WORK INSTRUCTION: Return an exact copy of the data, starting at its first line and ending at the line that contains "position:absolute; left:1709px; top:639px;", minus any pictures.
==== RECORDS FOR THIS TASK ====
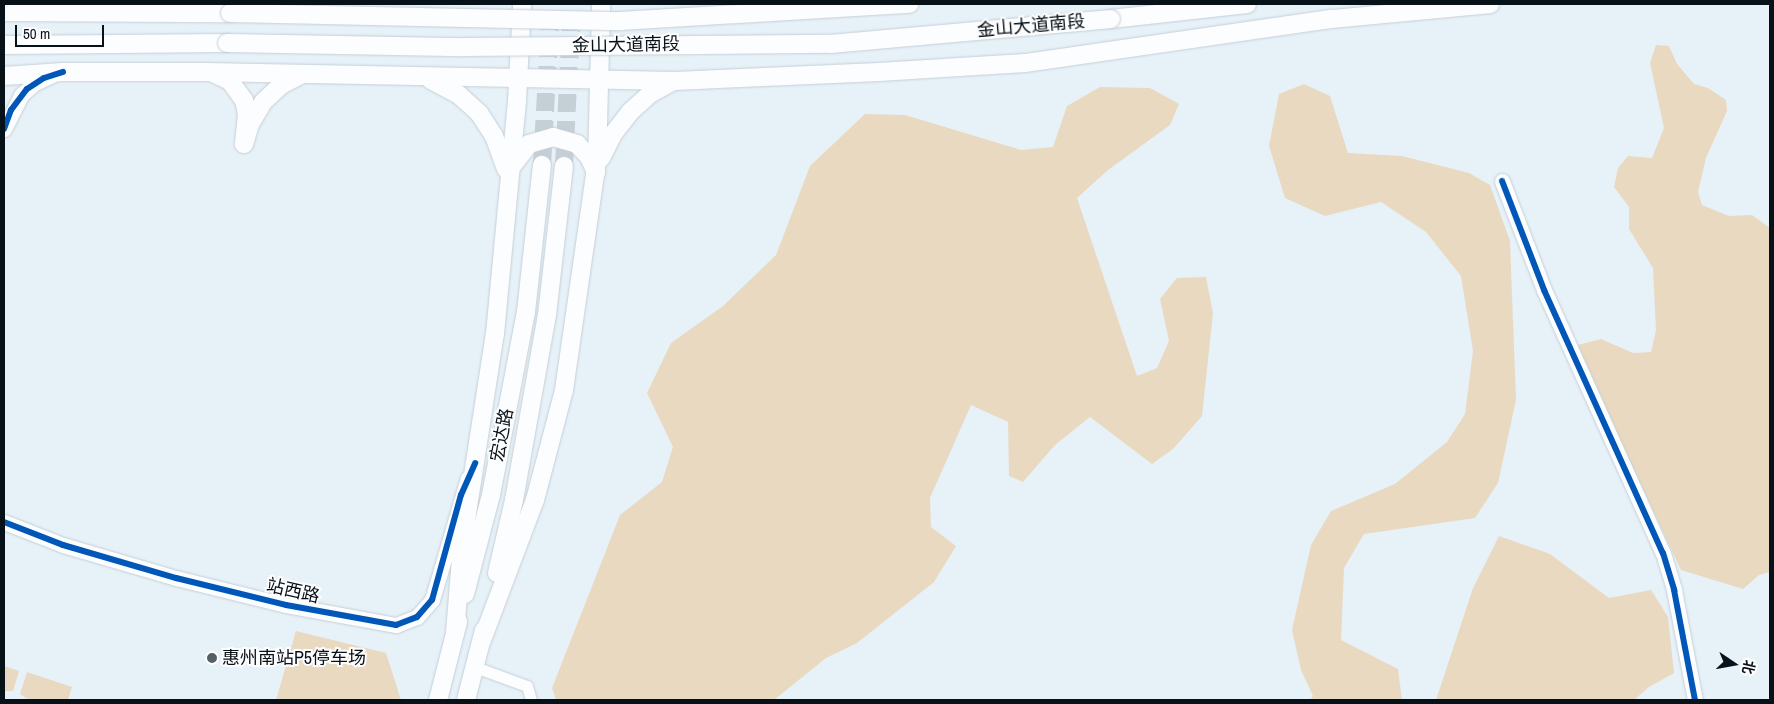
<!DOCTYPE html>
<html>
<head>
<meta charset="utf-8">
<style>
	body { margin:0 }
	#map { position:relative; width:1774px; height:704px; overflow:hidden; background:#e7f1f8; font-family:"Archivo Narrow","Noto Sans SC",sans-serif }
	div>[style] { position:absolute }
	.green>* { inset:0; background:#ead9c1 }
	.primary-tunnel>* { height:18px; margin-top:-9px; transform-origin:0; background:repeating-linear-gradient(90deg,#c5cfd6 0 18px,transparent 0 27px) }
	.roads { filter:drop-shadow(0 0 1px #c5cfd6) drop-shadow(0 0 1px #c5cfd6) }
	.street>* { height:11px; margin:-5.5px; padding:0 5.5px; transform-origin:5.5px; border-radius:5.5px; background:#fbfdfe }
	.secondary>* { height:15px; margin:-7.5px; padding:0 7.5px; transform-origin:7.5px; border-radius:7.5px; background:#fbfdfe }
	.primary>* { height:18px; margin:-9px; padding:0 9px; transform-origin:9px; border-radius:9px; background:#fbfdfe }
	.bridges { filter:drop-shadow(0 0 1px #c5cfd6) drop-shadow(0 0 1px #c5cfd6) }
	.primary-bridge>* { height:18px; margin:-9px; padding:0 9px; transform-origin:9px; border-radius:9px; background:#fbfdfe }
	.cycleway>* { height:6px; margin:-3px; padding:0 3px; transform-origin:3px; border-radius:3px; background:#0057b8 }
	.dots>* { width:14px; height:14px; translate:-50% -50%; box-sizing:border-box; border:2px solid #fdfdfd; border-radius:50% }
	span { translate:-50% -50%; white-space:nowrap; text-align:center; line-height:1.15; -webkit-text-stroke:4px #fdfdfd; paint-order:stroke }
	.street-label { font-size:18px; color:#071118 }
	.poi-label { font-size:18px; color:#071118 }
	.left { translate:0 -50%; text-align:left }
	.frame { position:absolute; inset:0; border:5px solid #071118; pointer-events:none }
	.north { position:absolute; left:1709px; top:639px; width:50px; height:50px; -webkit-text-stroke:4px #fdfdfd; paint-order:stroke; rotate:102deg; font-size:14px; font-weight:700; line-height:20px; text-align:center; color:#071118 }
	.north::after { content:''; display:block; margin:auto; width:18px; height:22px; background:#071118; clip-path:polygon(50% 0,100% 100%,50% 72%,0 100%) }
	.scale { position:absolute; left:15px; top:25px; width:89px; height:22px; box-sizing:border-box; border:2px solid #071118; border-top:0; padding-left:6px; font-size:15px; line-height:18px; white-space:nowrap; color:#071118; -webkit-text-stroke:4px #fdfdfd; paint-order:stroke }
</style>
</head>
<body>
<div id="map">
	<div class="green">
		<i style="clip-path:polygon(1656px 45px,1669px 46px,1677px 64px,1694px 84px,1708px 88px,1726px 100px,1727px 111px,1706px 158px,1698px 192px,1702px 205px,1729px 216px,1752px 215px,1770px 228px,1770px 572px,1759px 575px,1743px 589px,1681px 570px,1579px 353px,1578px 345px,1601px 339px,1633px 353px,1651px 352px,1656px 330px,1653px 268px,1629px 229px,1629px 207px,1614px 187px,1618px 168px,1628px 156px,1652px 158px,1664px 128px,1650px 63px)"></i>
		<i style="clip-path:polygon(1304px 84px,1330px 96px,1348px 153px,1402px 156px,1469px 173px,1490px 185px,1510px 241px,1516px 400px,1498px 483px,1475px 518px,1364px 534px,1344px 568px,1341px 640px,1398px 669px,1402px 700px,1310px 700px,1313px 696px,1301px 670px,1292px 630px,1311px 545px,1331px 511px,1395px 484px,1447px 442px,1465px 414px,1473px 351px,1461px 276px,1426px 232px,1381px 202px,1325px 216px,1285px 198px,1269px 146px,1279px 94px)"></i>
		<i style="clip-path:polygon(1100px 87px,1150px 88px,1179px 104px,1170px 125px,1108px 170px,1077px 198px,1137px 376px,1157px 368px,1169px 341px,1160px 299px,1177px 278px,1206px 277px,1213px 313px,1202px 416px,1173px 449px,1152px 464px,1090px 417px,1055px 445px,1023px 482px,1009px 476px,1008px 422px,971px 405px,930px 498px,931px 527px,956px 546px,934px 582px,857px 643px,826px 658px,774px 700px,556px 700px,552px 688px,620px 515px,662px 482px,673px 447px,647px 393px,671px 343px,723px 306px,776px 255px,810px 166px,865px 114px,905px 115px,1021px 150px,1053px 147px,1067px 106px)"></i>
		<i style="clip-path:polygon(1499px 536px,1550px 554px,1609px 598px,1651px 590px,1668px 617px,1674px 673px,1649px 687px,1634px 700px,1436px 700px,1473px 588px)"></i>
		<i style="clip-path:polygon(296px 631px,386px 653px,401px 700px,276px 700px)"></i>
		<i style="clip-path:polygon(4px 666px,19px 671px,13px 691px,4px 691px)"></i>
		<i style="clip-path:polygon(27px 672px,72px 687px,68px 700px,29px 700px,20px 694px)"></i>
	</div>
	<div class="primary-tunnel">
		<i style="left:542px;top:165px;width:161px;rotate:-86.8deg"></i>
		<i style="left:564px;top:166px;width:162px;rotate:-87.2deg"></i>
	</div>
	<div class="roads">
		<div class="street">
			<i style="left:475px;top:667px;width:55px;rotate:20.1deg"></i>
			<i style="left:527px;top:686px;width:15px;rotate:74deg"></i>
		</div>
		<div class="secondary">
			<i style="left:4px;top:129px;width:38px;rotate:-63deg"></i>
			<i style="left:21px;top:95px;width:18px;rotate:-41deg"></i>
			<i style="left:35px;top:83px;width:19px;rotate:-25deg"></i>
			<i style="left:1502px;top:181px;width:117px;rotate:68.9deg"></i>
			<i style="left:1544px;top:290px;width:289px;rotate:65.7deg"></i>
			<i style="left:1663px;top:553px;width:39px;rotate:73deg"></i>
			<i style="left:1674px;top:590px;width:112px;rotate:79.2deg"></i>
			<i style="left:4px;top:522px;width:63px;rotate:21.3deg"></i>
			<i style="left:63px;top:545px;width:118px;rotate:16.3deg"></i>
			<i style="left:176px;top:578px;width:113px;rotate:13.8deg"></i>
			<i style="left:286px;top:605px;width:112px;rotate:10.3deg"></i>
			<i style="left:396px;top:625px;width:22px;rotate:-21deg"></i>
			<i style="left:417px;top:617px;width:23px;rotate:-49deg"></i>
			<i style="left:432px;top:600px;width:127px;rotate:-73.6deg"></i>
		</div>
		<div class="primary">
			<i style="left:4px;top:12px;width:226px;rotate:0.3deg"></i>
			<i style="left:1111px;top:19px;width:137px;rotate:-6.3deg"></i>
			<i style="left:4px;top:45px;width:223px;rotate:-0.5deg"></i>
			<i style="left:213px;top:73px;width:19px;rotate:25deg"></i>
			<i style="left:230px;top:81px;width:24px;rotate:54deg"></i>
			<i style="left:244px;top:100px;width:14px;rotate:78deg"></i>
			<i style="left:247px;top:114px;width:30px;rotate:96deg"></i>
			<i style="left:244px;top:144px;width:21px;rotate:-73deg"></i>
			<i style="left:250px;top:124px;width:26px;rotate:-59deg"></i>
			<i style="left:263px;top:102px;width:25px;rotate:-43deg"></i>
			<i style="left:281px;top:85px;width:22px;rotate:-27deg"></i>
			<i style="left:4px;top:76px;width:59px;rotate:-3.9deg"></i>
			<i style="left:63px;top:72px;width:144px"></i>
			<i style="left:207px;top:72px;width:468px;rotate:1.1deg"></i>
			<i style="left:675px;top:81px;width:204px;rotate:-2.5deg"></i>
			<i style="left:879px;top:72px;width:146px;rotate:-3.5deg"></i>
			<i style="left:1025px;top:63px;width:310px;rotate:-8.2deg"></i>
			<i style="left:1332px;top:19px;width:159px;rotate:-5.4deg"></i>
			<i style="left:431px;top:80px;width:32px;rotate:28deg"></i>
			<i style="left:459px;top:95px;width:27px;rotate:42deg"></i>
			<i style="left:479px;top:113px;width:27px;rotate:57deg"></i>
			<i style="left:494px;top:136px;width:35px;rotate:70deg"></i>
			<i style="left:601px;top:158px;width:27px;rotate:-63deg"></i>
			<i style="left:613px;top:134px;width:28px;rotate:-52deg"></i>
			<i style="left:630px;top:112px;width:27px;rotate:-42deg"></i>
			<i style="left:650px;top:94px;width:25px;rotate:-29deg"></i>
			<i style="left:512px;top:166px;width:28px;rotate:-52deg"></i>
			<i style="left:529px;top:144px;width:25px;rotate:-16deg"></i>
			<i style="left:553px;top:137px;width:25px;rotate:16deg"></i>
			<i style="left:577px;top:144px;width:18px;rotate:47deg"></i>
			<i style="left:589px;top:157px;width:17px;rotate:65deg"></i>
			<i style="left:497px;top:573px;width:75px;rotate:-76.9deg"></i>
			<i style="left:514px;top:500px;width:188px;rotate:-79.9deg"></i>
			<i style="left:547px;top:315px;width:150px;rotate:-83.5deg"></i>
			<i style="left:465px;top:594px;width:102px;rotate:-75.3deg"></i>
			<i style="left:491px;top:495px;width:186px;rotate:-79.2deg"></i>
			<i style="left:526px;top:312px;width:148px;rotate:-83.8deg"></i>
			<i style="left:455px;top:633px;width:87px;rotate:-85.4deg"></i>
			<i style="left:462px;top:546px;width:215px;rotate:-81.2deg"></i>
			<i style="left:495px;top:334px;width:234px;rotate:-84.6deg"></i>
			<i style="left:517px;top:101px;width:97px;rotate:-87deg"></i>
			<i style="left:482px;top:640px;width:150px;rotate:-69.3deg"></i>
			<i style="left:535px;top:500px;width:114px;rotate:-75.2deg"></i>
			<i style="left:564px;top:390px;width:230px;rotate:-81.8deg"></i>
			<i style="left:597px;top:162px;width:158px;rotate:-88.5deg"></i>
			<i style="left:438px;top:700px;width:81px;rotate:-75.6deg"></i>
			<i style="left:466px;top:700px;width:72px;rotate:-75.6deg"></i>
		</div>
	</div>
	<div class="bridges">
		<div class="primary-bridge">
			<i style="left:230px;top:13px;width:390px;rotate:1.2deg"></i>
			<i style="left:620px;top:21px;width:290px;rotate:-3.4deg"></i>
			<i style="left:227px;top:43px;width:237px;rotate:1deg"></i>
			<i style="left:464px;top:47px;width:367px;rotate:-0.5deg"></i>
			<i style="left:831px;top:44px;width:281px;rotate:-5.1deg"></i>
		</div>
	</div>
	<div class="cycleway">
		<i style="left:4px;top:129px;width:20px;rotate:-70deg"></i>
		<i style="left:11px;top:110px;width:26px;rotate:-53deg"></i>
		<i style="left:27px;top:89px;width:20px;rotate:-33deg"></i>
		<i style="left:44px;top:78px;width:20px;rotate:-18deg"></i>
		<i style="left:1502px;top:181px;width:117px;rotate:68.9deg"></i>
		<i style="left:1544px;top:290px;width:289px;rotate:65.7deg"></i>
		<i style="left:1663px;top:553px;width:39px;rotate:73deg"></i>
		<i style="left:1674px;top:590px;width:112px;rotate:79.2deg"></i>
		<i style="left:4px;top:522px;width:63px;rotate:21.3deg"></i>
		<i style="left:63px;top:545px;width:118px;rotate:16.3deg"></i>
		<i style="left:176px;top:578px;width:113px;rotate:13.8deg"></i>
		<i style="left:286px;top:605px;width:112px;rotate:10.3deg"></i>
		<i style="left:396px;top:625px;width:22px;rotate:-21deg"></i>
		<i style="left:417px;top:617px;width:23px;rotate:-49deg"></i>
		<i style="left:432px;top:600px;width:109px;rotate:-74.6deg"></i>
		<i style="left:461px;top:495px;width:35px;rotate:-66deg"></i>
	</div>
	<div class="dots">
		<i style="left:212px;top:658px;background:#555f66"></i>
	</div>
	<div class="street-label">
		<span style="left:1031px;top:26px;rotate:-5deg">金山大道南段</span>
		<span style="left:626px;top:45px;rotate:-1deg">金山大道南段</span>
		<span style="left:502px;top:435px;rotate:-79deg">宏达路</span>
		<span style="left:293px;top:591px;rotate:13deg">站西路</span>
	</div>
	<div class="poi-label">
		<span class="left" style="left:222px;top:658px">惠州南站P5停车场</span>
	</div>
	<div class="frame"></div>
	<div class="north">北</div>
	<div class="scale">50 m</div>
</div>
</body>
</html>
====
ANSWER SPACE:
<!DOCTYPE html>
<html>
<head>
<meta charset="utf-8">
<style>
	body { margin:0 }
	#map { position:relative; width:1774px; height:704px; overflow:hidden; background:#e7f1f8; font-family:"Archivo Narrow","Noto Sans SC",sans-serif }
	div>[style] { position:absolute }
	.green>* { inset:0; background:#ead9c1 }
	.primary-tunnel>* { height:18px; margin-top:-9px; transform-origin:0; background:repeating-linear-gradient(90deg,#c5cfd6 0 18px,transparent 0 27px) }
	.roads { filter:drop-shadow(0 0 1px #c5cfd6) drop-shadow(0 0 1px #c5cfd6) }
	.street>* { height:11px; margin:-5.5px; padding:0 5.5px; transform-origin:5.5px; border-radius:5.5px; background:#fbfdfe }
	.secondary>* { height:15px; margin:-7.5px; padding:0 7.5px; transform-origin:7.5px; border-radius:7.5px; background:#fbfdfe }
	.primary>* { height:18px; margin:-9px; padding:0 9px; transform-origin:9px; border-radius:9px; background:#fbfdfe }
	.bridges { filter:drop-shadow(0 0 1px #c5cfd6) drop-shadow(0 0 1px #c5cfd6) }
	.primary-bridge>* { height:18px; margin:-9px; padding:0 9px; transform-origin:9px; border-radius:9px; background:#fbfdfe }
	.cycleway>* { height:6px; margin:-3px; padding:0 3px; transform-origin:3px; border-radius:3px; background:#0057b8 }
	.dots>* { width:14px; height:14px; translate:-50% -50%; box-sizing:border-box; border:2px solid #fdfdfd; border-radius:50% }
	span { translate:-50% -50%; white-space:nowrap; text-align:center; line-height:1.15; -webkit-text-stroke:4px #fdfdfd; paint-order:stroke }
	.street-label { font-size:18px; color:#071118 }
	.poi-label { font-size:18px; color:#071118 }
	.left { translate:0 -50%; text-align:left }
	.frame { position:absolute; inset:0; border:5px solid #071118; pointer-events:none }
	.north { position:absolute; left:1709px; top:639px; width:50px; height:50px; -webkit-text-stroke:4px #fdfdfd; paint-order:stroke; rotate:102deg; font-size:14px; font-weight:700; line-height:20px; text-align:center; color:#071118 }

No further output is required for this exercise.